- Numan still loves his “Cars” era, but not what came afterward.
Best known in the States for his 1980 hit “Cars” and the Top 10 album The Pleasure Principle, Numan found himself dealing with a bout of writer’s block, partly due to pressure to follow up on the success of 2013’s Splinter (Songs From a Broken Mind), an outing that was his highest-charting album in the United Kingdom since 1983’s Warriors.
Things turned around when the London native started nicking ideas from a science fantasy novel he’d been working on for the past few years. The book is set in a post-apocalyptic world beset by the aftereffects of global warming. And while he was struggling to figure out how to make that realistically happen, Donald Trump began his presidential run.
“As I was stealing ideas from this book about an apocalypse caused by global warming, I began to notice Donald Trump undergoing his attempt to become president,” Numan recalls. “We had the Paris Accord and it very much looked like the problem was in hand; the world was recognizing it as a problem, and they were doing something about it.”
Cue America’s belligerent deus ex machina. “Arguably, the wrong person comes along at the wrong time,” says Numan of Trump. “And before I knew it, I’d ended up with this concept album. I hadn’t really intended that when I started, but because of Trump it made it so relevant really.”
Returning to the studio with Ade Fenton, a former fan who Numan first started working with on 2006’s Jagged, the storied synth-pop artist emerged with a dozen songs rooted firmly in the science fantasy world he’s been creating in his fiction-writing side project.
The album also focuses on the melding of Eastern and Western cultures, and setting aside religious ideology in order to address the real-life concerns of day-to-day survival. The cover imagery finds Numan swathed in layered clothing and headcovering while standing in a desert setting. The typeface used on the album looks vaguely Arabic. And on a sonic level, Numan creates ambient soundscapes infused with Middle Eastern melodies and instrumentation, driving his point home on the Depeche Mode-flavored “When the World Comes Apart” and the Nine Inch Nails-style “Pray for the Pain You Serve.” Most impressive is “My Name Is Ruin,” the album’s first single, which is sung by Numan’s then-11-year-old daughter Persia. Rightfully proud of her involvement, the 59-year-old Brit is adamant in pointing out that her contribution was a combination of meritocracy, opportunity and need.
“I hadn’t intended for her to be on it, and it’s really not a dad trying to shoehorn his kid onto a record,” he insists. “She is an absolutely amazing singer. She came home from school, and I was working on ‘My Name Is Ruin,’ and I couldn’t get it to work with my voice during these certain parts,” he explains. “She popped into the studio to say she was home and I asked her if, while she was there, she would mind doing some singing for me. I told her it would be really easy and only take a few minutes.
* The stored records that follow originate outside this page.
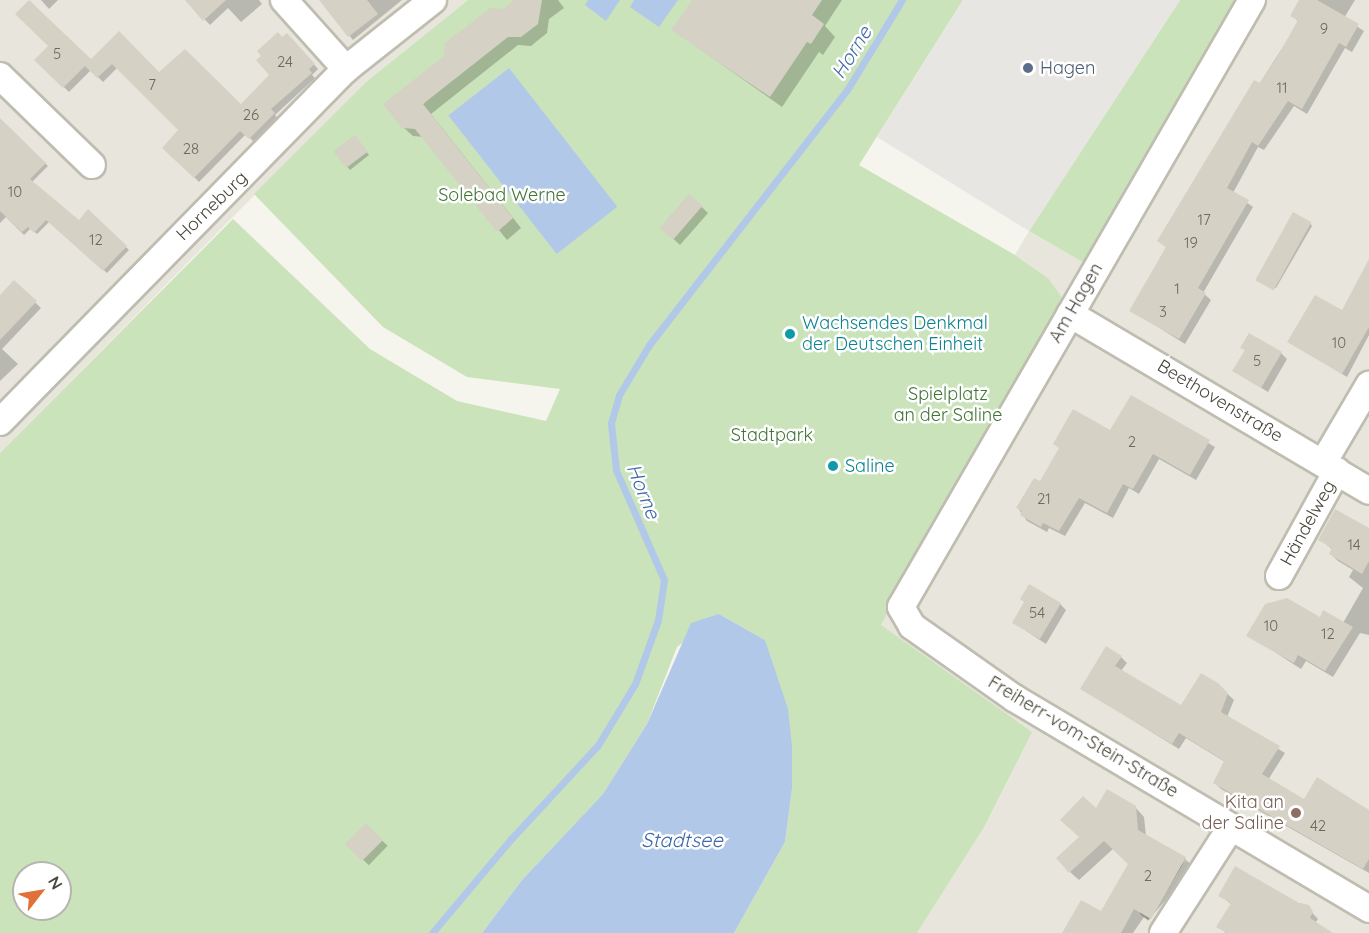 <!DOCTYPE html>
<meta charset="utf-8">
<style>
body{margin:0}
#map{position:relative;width:1369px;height:933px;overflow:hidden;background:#f5f4ed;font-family:Quicksand,sans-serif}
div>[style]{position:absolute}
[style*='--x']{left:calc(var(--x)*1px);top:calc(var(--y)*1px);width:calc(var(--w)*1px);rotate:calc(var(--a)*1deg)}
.residential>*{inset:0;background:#e8e6dc}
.green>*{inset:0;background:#cae3bb}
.parking>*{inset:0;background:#e7e6e3}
.water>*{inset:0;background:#b2c8e9;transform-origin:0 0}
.shadow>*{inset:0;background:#0003;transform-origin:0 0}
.stream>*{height:7px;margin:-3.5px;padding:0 3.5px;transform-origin:3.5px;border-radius:3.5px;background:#b2c8e9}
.building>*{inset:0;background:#d5d1c4;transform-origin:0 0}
.roads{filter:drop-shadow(2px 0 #bfbdb0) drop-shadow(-2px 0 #bfbdb0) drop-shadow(0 2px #bfbdb0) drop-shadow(0 -2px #bfbdb0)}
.street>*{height:26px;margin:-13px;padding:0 13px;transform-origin:13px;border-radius:13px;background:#fff}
.dots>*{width:16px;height:16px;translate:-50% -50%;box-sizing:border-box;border:3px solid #fff;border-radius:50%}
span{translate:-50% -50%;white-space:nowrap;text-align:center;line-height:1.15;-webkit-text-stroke:5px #fff;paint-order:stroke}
.number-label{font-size:15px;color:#6c695d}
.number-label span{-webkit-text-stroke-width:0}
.service-label{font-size:18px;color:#4e5e75}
.left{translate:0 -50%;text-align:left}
.park-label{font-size:18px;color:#407434}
.street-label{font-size:18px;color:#49463b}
.culture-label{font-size:18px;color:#0d838f}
.education-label{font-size:18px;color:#785e54}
.right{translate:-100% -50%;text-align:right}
.water-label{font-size:20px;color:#4069a9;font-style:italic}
.north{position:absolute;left:12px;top:861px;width:60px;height:60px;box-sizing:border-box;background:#fff;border:2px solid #b6b5b1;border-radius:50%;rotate:59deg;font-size:16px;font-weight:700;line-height:24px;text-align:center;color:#49463b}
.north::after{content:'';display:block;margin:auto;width:21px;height:27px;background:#e17138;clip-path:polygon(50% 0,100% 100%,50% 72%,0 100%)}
</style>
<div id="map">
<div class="residential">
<div style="clip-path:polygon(0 0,468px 0,366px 82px,0 453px)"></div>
<div style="clip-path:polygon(1238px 0,1369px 0,1369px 933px,917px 933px,983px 829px,881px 625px,1062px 300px,1048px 278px,1015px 255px,1029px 231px,1086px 264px)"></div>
</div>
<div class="green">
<div style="clip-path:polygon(evenodd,468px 0,963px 0,859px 165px,1015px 255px,1048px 278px,1063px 299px,881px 625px,1032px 732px,983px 829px,917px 933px,734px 933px,785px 842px,792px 789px,792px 746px,765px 640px,719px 614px,677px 647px,647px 724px,603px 794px,522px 880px,482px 933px,0 933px,0 453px,233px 219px,370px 349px,457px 401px,546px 421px,560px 389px,467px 377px,383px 327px,254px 194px,366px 82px,468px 0,24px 873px,60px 873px,60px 909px,24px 909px,24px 873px)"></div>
<div style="clip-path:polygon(1180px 0,1238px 0,1086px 264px,1029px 231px)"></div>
</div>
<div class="parking">
<div style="clip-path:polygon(963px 0,1180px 0,1029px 231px,877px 137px)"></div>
</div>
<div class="water">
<div style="clip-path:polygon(588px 0,620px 0,606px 21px,585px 5px)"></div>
<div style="clip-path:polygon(634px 0,678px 0,659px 27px,630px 7px)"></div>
<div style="left:509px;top:68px;width:176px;height:77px;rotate:52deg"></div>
<div style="clip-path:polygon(719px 614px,765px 640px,788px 709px,792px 746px,792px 789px,785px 842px,734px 933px,482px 933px,522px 880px,603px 794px,647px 724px,691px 623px)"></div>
</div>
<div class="shadow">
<div style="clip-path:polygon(41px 0,58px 0,49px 9px)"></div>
<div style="clip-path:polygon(200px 0,259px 0,262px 4px,241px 22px,228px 8px,210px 25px,193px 7px)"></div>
<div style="clip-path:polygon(321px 0,402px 0,353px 40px)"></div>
<div style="clip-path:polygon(516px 0,558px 0,564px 8px,549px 19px,547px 33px,531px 46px,518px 45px,431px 114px,521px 228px,507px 240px,424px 137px,413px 136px,403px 127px)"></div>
<div style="clip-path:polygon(693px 0,842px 0,825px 26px,835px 37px,823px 55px,819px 52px,782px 107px,673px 30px)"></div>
<div style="clip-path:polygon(1301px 0,1355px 0,1344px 18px,1364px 31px,1352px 52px,1345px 48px,1307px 114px,1294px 106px,1264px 150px,1258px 147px,1233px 193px,1253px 207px,1203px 293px,1211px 300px,1185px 344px,1131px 310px,1167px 248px,1159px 241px,1299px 22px,1292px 15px)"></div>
<div style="clip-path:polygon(30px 1px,91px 62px,119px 33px,159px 74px,241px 106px,271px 75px,282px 39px,292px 39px,318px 69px,312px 75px,315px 78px,275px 115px,278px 119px,255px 143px,246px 134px,199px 182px,164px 147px,180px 130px,118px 67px,103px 82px,91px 70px,69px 92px,36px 60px,50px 46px,17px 14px)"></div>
<div style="clip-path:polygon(0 122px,48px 166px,32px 182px,79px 222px,89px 211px,129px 250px,107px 273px,50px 221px,37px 234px,31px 228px,24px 235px,6px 217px,0 223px)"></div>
<div style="clip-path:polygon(357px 140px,369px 155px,350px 170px,336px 153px)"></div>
<div style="clip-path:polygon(690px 196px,708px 213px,680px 245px,668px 234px)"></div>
<div style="clip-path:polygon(1310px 223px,1312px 226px,1276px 288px,1257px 281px)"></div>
<div style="clip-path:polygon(1369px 262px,1369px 335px,1347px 377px,1289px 342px,1342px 312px)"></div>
<div style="clip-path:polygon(14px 282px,41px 308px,2px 349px,18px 364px,0 381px,0 298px)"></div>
<div style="clip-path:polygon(1242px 347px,1281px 353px,1287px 359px,1268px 392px,1234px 371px,1246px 351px)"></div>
<div style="clip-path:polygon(1131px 397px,1215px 447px,1196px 480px,1159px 459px,1139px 494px,1129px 488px,1113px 518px,1085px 503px,1065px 536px,1049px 528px,1047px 532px,1027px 521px,1018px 508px,1040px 483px,1111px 432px)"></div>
<div style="clip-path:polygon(1369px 530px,1369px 635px,1360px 633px,1333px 677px,1306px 661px,1301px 669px,1248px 635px,1320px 619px,1343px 623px,1363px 588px,1349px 577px,1353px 570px,1338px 561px,1331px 554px,1333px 550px,1320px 539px)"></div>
<div style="clip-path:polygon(1026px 603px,1060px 604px,1066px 610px,1046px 644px,1014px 623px)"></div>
<div style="clip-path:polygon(1121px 657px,1127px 663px,1121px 671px,1181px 707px,1217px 684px,1234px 700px,1227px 717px,1285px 753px,1268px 780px,1304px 801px,1369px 811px,1369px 873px,1221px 789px,1215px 783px,1225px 762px,1186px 738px,1179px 749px,1082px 689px)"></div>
<div style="clip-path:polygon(1135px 807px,1144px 817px,1146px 836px,1186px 859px,1149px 920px,1144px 917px,1133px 933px,1064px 933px,1102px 913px,1129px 863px,1114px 848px,1079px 880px,1070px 872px,1081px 837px,1096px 811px)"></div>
<div style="left:366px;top:825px;width:30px;height:27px;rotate:44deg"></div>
<div style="left:1186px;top:860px;width:11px;height:71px;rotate:41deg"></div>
<div style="clip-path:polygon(1220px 895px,1304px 904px,1318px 919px,1315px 923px,1331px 933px,1226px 933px,1218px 926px,1232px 905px)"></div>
</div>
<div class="stream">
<div style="--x:432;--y:933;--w:123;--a:-50"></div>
<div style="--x:511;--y:839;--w:128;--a:-47.2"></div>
<div style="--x:598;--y:745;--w:71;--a:-58.8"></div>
<div style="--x:635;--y:684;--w:68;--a:-70.2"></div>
<div style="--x:658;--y:620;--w:40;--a:-81.5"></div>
<div style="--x:664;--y:580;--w:120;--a:-113.6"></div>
<div style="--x:616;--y:470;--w:47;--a:-96.1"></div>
<div style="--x:611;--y:423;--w:29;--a:-74"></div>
<div style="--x:619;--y:395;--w:58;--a:-59"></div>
<div style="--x:649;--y:345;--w:323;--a:-52.2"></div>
<div style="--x:847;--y:90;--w:105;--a:-58.6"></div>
</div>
<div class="building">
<div style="clip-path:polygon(29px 0,91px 59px,119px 31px,159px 72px,185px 49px,241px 104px,269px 75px,256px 60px,261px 56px,257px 51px,278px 32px,282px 37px,287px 33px,315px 64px,309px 69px,312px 73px,271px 109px,275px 113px,249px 139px,240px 131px,194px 178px,162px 148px,178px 130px,112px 64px,97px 78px,85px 66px,63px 88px,34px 60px,48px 46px,15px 14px)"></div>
<div style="clip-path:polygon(185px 0,226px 0,203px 21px)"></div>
<div style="clip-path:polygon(319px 0,367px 0,378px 14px,348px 37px)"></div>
<div style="clip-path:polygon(514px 0,542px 0,538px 24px,521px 37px,508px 37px,423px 104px,513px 218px,497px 232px,415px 129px,402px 128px,383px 104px,444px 56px,445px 43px,490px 8px,503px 9px)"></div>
<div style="clip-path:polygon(692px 0,822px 0,812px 15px,824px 24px,811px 44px,807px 42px,770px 97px,671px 30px)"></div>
<div style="clip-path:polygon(1299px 0,1317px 0,1359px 24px,1346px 47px,1339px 43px,1302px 109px,1288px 101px,1258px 146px,1252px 142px,1227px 188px,1249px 200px,1198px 288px,1206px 293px,1179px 339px,1129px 311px,1166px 247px,1157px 241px,1254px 80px,1260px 83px,1276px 59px,1298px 20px,1290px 16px)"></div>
<div style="clip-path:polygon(0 118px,46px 163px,30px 179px,79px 220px,88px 209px,127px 246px,103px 271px,46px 220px,34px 233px,28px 227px,22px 232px,0 211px)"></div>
<div style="left:355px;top:135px;width:21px;height:27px;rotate:53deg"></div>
<div style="left:689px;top:194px;width:18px;height:45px;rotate:41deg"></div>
<div style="left:1293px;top:212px;width:21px;height:78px;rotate:29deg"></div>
<div style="clip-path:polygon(1369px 259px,1369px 327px,1342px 374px,1287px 342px,1315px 295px,1342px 310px)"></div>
<div style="clip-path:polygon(14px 280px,37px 301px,0 340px,0 295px)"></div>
<div style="clip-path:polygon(1249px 333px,1282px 352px,1261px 388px,1232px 371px,1245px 350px,1240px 348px)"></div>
<div style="clip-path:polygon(1131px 395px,1210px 440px,1190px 475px,1153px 454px,1133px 489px,1123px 484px,1107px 513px,1079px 498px,1059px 531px,1043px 523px,1041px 527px,1020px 515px,1022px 511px,1016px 508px,1034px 478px,1040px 481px,1059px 448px,1053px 444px,1073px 409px,1110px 430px)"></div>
<div style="clip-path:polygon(1335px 509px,1369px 528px,1369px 561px,1362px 574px,1329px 554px,1332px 548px,1318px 540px)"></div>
<div style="clip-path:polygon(1029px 584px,1061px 603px,1040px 639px,1012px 623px,1024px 602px,1020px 599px)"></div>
<div style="clip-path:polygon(1287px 598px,1320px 617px,1323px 610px,1353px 627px,1325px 671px,1298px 655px,1294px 663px,1246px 636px,1265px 604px)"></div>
<div style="clip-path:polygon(1106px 646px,1122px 656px,1115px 666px,1181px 705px,1201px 673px,1218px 683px,1228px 693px,1221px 712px,1280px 746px,1262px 774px,1304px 799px,1317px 777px,1369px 810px,1369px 859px,1363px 869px,1213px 783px,1224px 761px,1179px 733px,1172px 744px,1080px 689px)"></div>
<div style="clip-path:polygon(1107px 789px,1136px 806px,1138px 830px,1186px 857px,1151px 919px,1134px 909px,1121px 933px,1062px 933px,1081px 900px,1101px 911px,1128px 864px,1104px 841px,1069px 873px,1056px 858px,1079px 837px,1060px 820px,1083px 796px,1096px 808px)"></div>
<div style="left:366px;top:823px;width:24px;height:30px;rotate:45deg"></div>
<div style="clip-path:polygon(1235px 866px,1299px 903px,1309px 905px,1313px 912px,1310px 918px,1333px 933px,1227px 933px,1216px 927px,1231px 903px,1218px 896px)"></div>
</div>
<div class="roads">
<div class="street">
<div style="--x:284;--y:0;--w:93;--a:48.1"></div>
<div style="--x:1252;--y:0;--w:701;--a:120.04"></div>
<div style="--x:901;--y:607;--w:22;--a:60"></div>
<div style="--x:912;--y:626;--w:125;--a:35.2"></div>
<div style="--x:1014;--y:698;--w:413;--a:30.7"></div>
<div style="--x:0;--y:76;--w:128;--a:44.1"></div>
<div style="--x:1070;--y:314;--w:347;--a:30.6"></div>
<div style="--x:0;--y:422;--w:494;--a:-45.6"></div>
<div style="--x:346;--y:69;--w:111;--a:-38.4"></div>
<div style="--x:1323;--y:463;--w:91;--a:-59.5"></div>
<div style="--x:1279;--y:576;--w:120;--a:-61.1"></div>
<div style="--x:1163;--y:933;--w:126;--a:-57.3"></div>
</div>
</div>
<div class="dots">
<div style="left:1028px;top:68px;background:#5c6f8a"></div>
<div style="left:790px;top:334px;background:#0f9aa8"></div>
<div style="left:833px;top:466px;background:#0f9aa8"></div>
<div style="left:1296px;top:813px;background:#8d6e63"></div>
</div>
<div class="number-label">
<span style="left:1324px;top:29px">9</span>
<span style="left:57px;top:54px">5</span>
<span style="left:285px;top:62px">24</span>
<span style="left:152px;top:85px">7</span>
<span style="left:1282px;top:88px">11</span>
<span style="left:251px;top:115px">26</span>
<span style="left:191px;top:149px">28</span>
<span style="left:15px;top:192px">10</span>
<span style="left:1204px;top:220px">17</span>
<span style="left:96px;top:240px">12</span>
<span style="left:1191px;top:243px">19</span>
<span style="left:1177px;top:289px">1</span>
<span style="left:1163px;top:312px">3</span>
<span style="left:1339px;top:343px">10</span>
<span style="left:1257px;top:361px">5</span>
<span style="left:1132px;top:442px">2</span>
<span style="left:1044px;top:499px">21</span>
<span style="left:1354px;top:545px">14</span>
<span style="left:1037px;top:613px">54</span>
<span style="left:1271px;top:626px">10</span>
<span style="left:1328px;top:634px">12</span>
<span style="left:1318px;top:826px">42</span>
<span style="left:1148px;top:876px">2</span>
</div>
<div class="service-label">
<span class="left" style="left:1040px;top:68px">Hagen</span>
</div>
<div class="park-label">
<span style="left:502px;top:195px">Solebad Werne</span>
<span style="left:948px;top:405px">Spielplatz<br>an der Saline</span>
<span style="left:772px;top:435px">Stadtpark</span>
</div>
<div class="street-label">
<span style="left:212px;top:206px;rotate:-44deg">Horneburg</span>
<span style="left:1076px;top:303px;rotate:-60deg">Am Hagen</span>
<span style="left:1220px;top:401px;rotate:31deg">Beethovenstraße</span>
<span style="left:1308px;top:523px;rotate:-61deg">Händelweg</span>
<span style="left:1083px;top:737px;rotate:31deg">Freiherr-vom-Stein-Straße</span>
</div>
<div class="culture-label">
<span class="left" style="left:802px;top:334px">Wachsendes Denkmal<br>der Deutschen Einheit</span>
<span class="left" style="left:845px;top:466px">Saline</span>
</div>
<div class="education-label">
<span class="right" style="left:1284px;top:813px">Kita an<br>der Saline</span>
</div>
<div class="water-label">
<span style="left:851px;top:52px;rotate:-58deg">Horne</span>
<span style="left:644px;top:491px;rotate:68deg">Horne</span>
<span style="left:682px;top:839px">Stadtsee</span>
</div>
<div class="north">N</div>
</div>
“So she did it and absolutely nailed it,” Numan says. “There is this Arabian chanting thing she did, then she multi-tracked it and she absolutely got it right and ended up doing three completely separate parts, multi-tracked and everything. It really made a difference to the track. And then BMG, the label, decided to put it out as a single and we made a video for it that she’s in. What makes me proud is that she’s genuinely contributing something to this record that I couldn’t do. As a dad, I couldn’t be prouder.”
On the current tour, Numan will focus on material from his last two albums, along with a handful of songs from the very beginning of his career. “I have to say that people need to expect that,” says Numan. “We’re very much focusing on Savage, and we do a fair amount of material from the previous album Splinter as well. I do about a half dozen things from the “Cars” period and the rest of it is much more recent.”
Numan readily admits to caring little about many of his mid-career recordings.
“I don’t really touch anything in the years in between, so there’s something like a 35-year gap,” he says. “I was really happy with what I did in the beginning of my career. Those songs are also quite easy to translate, and you can rework them so they sound quite comfortable alongside what I’m doing right now. So that’s what I’m doing really. It’s the opposite of nostalgic.”